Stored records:

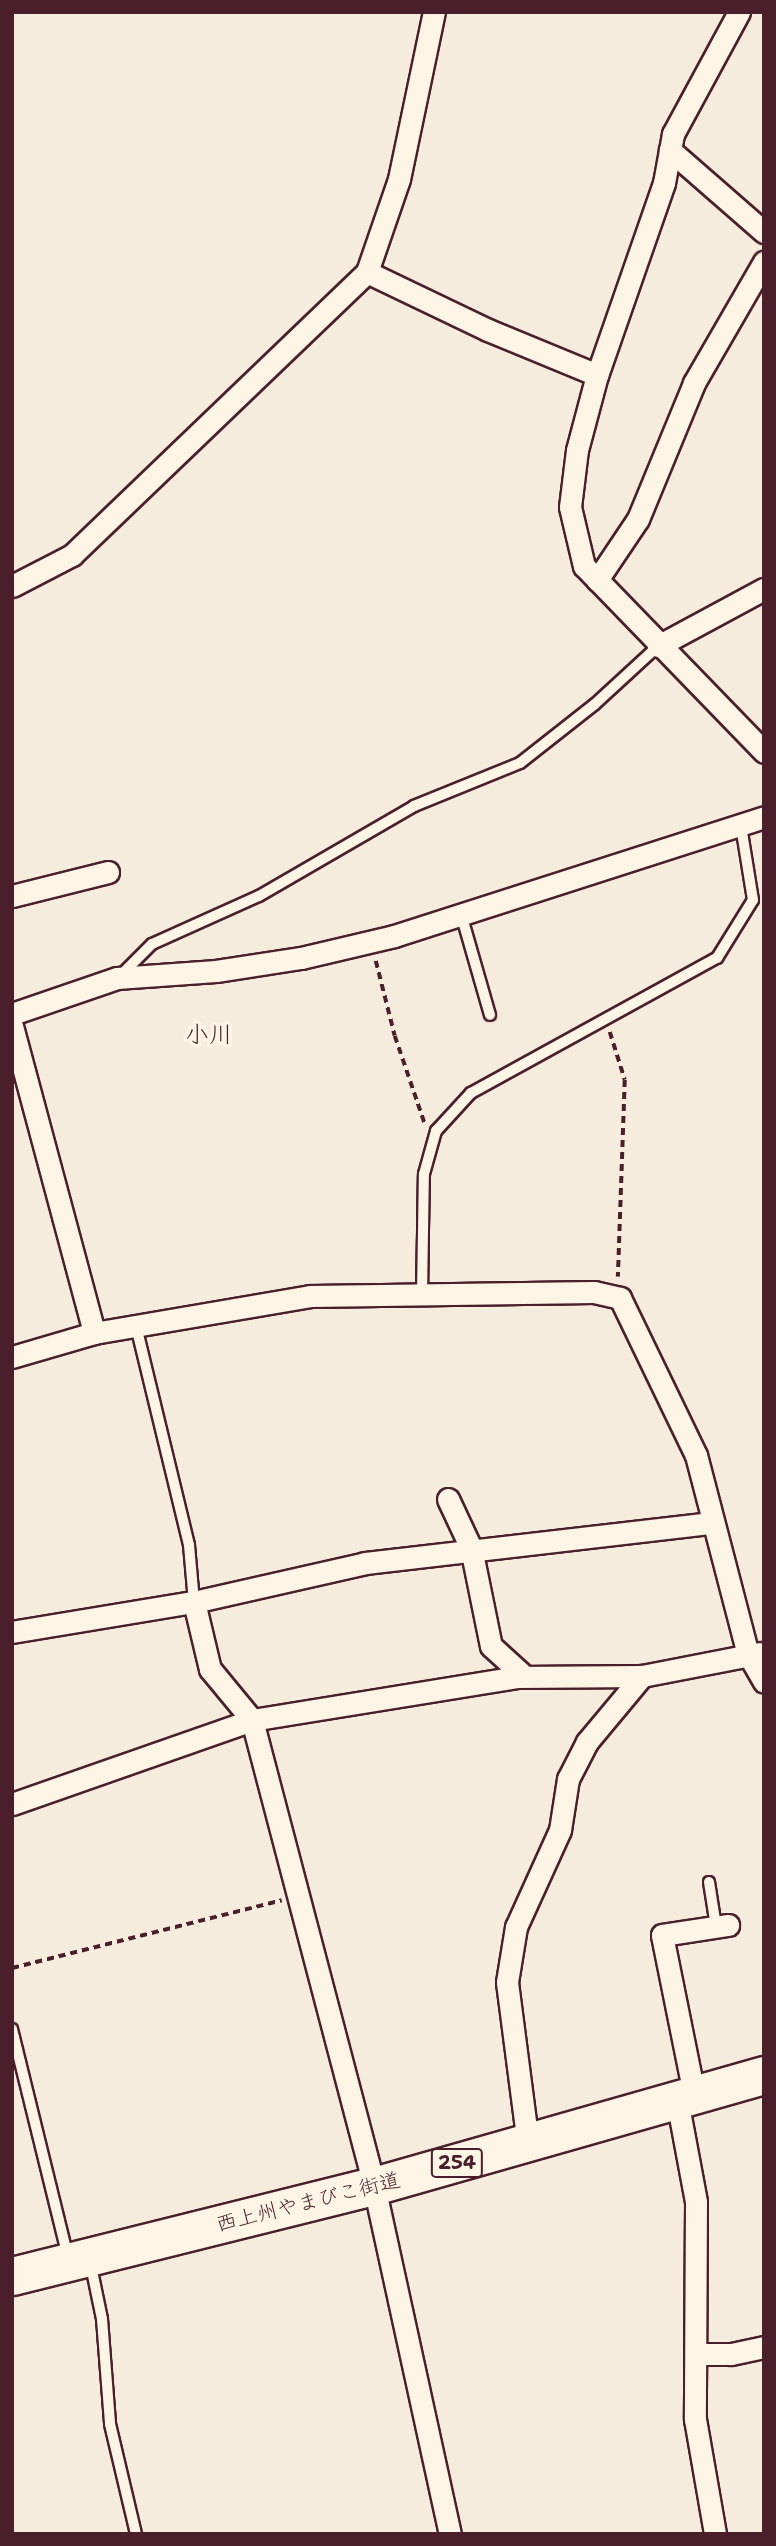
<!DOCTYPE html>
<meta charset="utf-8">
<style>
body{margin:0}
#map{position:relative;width:776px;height:2546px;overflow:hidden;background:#f5ecde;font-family:"Shantell Sans","Klee One",sans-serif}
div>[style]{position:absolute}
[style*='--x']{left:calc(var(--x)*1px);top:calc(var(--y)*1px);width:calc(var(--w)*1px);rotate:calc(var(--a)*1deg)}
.path>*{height:3.5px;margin-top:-1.75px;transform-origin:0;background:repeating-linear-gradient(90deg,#4a1f2b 0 7px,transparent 0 12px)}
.roads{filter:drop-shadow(2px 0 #4a1f2b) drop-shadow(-2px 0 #4a1f2b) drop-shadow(0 2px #4a1f2b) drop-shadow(0 -2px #4a1f2b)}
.lane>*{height:10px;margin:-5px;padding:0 5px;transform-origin:5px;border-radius:5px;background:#fcf5e5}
.street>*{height:21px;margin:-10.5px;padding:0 10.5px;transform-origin:10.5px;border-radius:10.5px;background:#fcf5e5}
.highway>*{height:37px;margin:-18.5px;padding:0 18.5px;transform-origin:18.5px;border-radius:18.5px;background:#fcf5e5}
span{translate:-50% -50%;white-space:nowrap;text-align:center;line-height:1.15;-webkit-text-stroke:7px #fcf5e5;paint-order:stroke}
.shield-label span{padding:2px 5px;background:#fcf5e5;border:2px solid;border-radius:5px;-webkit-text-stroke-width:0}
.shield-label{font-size:19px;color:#4a1f2b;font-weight:700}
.street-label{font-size:21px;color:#4a1f2b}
.quarter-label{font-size:24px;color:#4a1f2b}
.frame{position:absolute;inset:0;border:14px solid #4a1f2b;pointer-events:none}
</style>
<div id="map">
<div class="path">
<i style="--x:376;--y:961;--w:77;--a:75.8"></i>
<i style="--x:395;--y:1036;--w:93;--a:71.2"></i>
<i style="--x:610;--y:1032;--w:50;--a:72.6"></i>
<i style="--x:625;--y:1080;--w:197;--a:92"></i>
<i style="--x:12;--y:1968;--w:278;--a:-14.1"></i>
</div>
<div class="roads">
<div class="lane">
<i style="--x:461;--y:914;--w:105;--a:74"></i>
<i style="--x:118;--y:978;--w:48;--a:-45"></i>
<i style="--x:152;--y:944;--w:117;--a:-24.2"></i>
<i style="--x:259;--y:896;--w:179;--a:-30.1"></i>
<i style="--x:414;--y:806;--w:114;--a:-22.1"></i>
<i style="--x:520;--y:763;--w:95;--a:-38.2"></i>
<i style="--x:595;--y:704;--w:86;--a:-42.6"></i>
<i style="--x:422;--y:1295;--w:121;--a:-89.1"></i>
<i style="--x:424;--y:1174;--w:45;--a:-74.4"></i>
<i style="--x:436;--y:1131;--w:52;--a:-47.4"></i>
<i style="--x:471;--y:1093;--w:281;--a:-28.8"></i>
<i style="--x:717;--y:958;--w:68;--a:-58.2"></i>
<i style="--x:753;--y:900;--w:75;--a:-99.2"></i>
<i style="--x:136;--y:1326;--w:225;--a:76.4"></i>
<i style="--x:189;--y:1545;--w:57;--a:85"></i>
<i style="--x:709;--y:1882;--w:45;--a:81"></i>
<i style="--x:12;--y:2029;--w:235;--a:76.2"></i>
<i style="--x:90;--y:2261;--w:59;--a:78.3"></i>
<i style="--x:102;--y:2319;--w:105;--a:85.6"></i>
<i style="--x:110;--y:2424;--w:113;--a:76.7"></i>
</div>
<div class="street">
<i style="--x:739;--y:12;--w:139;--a:118.4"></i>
<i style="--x:673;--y:134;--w:50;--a:100.4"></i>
<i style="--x:664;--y:183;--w:203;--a:109.2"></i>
<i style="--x:597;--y:375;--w:78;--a:104.9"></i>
<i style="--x:577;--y:450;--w:57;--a:97"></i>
<i style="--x:570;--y:507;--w:61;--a:76.7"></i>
<i style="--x:584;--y:566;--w:259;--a:45.9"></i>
<i style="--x:670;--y:150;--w:125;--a:41.1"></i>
<i style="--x:367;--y:272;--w:134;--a:25.6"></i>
<i style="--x:488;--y:330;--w:118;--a:22.4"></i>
<i style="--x:597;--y:580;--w:73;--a:-56.1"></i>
<i style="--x:638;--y:519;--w:147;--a:-67.6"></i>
<i style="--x:694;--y:383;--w:140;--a:-60"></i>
<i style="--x:12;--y:586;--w:68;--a:-27.3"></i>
<i style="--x:72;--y:555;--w:409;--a:-43.8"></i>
<i style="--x:367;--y:272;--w:98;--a:-71"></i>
<i style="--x:399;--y:179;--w:171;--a:-78.2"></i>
<i style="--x:658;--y:646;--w:120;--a:-28.3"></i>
<i style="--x:12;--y:896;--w:99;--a:-14"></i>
<i style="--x:12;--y:1014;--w:111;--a:-18.9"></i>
<i style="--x:117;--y:978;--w:99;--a:-4"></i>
<i style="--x:216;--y:971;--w:86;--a:-8.7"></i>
<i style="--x:301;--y:958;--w:96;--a:-13.3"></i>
<i style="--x:394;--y:936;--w:389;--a:-17.8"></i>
<i style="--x:12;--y:1026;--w:318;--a:75"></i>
<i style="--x:12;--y:1357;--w:85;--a:-16.3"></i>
<i style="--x:94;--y:1333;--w:219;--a:-9.7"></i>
<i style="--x:310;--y:1296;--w:284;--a:-0.8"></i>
<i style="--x:594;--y:1292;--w:27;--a:13"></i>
<i style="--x:620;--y:1298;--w:174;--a:64.2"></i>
<i style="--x:696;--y:1455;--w:206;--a:75.4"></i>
<i style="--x:748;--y:1654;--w:32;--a:60"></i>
<i style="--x:448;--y:1499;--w:54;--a:64.9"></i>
<i style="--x:471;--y:1548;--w:100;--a:78.5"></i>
<i style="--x:491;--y:1646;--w:45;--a:42.3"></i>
<i style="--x:194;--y:1602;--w:69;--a:76.6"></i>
<i style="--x:210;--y:1669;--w:66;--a:50.5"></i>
<i style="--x:252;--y:1720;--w:482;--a:75.3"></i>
<i style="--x:374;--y:2186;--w:356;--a:77.7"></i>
<i style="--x:12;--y:1632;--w:184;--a:-9.4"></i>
<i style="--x:194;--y:1602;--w:175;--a:-12.8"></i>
<i style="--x:365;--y:1563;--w:349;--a:-6.6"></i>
<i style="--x:12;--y:1804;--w:254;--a:-19.3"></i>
<i style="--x:252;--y:1720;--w:268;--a:-9.2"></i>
<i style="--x:517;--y:1677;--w:125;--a:-0.5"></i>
<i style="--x:642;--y:1676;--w:120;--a:-11"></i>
<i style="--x:694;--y:2094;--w:162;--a:-101.4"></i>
<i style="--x:662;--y:1935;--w:67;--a:-8.6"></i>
<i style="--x:677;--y:2100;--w:104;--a:79.4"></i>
<i style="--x:696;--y:2202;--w:217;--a:90.3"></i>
<i style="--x:695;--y:2419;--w:117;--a:80.1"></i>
<i style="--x:528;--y:2144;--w:163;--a:-97.4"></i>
<i style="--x:507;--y:1982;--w:56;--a:-80.7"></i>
<i style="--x:516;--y:1927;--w:107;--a:-65.6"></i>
<i style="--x:560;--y:1830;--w:52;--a:-81.1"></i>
<i style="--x:568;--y:1779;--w:42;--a:-62.8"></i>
<i style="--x:587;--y:1742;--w:86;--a:-50.2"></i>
<i style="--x:696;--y:2354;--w:35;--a:0"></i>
<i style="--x:731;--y:2354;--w:34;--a:-12"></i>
</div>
<div class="highway">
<i style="--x:12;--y:2276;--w:373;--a:-14"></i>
<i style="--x:374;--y:2186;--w:405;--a:-15.9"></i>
</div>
</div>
<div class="shield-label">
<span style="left:457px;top:2163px">254</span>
</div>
<div class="street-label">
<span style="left:308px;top:2202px;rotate:-14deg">西上州やまびこ街道</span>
</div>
<div class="quarter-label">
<span style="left:209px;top:1035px">小川</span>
</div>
<div class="frame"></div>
</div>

### Work required
Determine how many lines in the data above contain the string "path". Give nothing except the number.

### Written answer
2